→ **Aim of the task**: Nothing but the entries, copied exactly, should appear in the response.

→ **Dataset entries**:
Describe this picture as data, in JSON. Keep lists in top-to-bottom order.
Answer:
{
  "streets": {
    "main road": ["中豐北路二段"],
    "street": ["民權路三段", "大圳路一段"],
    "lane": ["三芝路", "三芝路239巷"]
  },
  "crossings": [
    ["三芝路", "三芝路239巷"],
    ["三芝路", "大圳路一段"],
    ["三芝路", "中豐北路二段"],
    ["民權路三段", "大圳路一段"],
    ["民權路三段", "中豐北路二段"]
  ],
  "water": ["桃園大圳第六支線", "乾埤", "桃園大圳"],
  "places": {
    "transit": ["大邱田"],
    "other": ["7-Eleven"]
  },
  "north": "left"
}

→ **Reply to the task**:
Describe this picture as data, in JSON. Keep lists in top-to-bottom order.
Answer:
{
  "streets": {
    "main road": ["中豐北路二段"],
    "street": ["民權路三段", "大圳路一段"],
    "lane": ["三芝路", "三芝路239巷"]
  },
  "crossings": [
    ["三芝路", "三芝路239巷"],
    ["三芝路", "大圳路一段"],
    ["三芝路", "中豐北路二段"],
    ["民權路三段", "大圳路一段"],
    ["民權路三段", "中豐北路二段"]
  ],
  "water": ["桃園大圳第六支線", "乾埤", "桃園大圳"],
  "places": {
    "transit": ["大邱田"],
    "other": ["7-Eleven"]
  },
  "north": "left"
}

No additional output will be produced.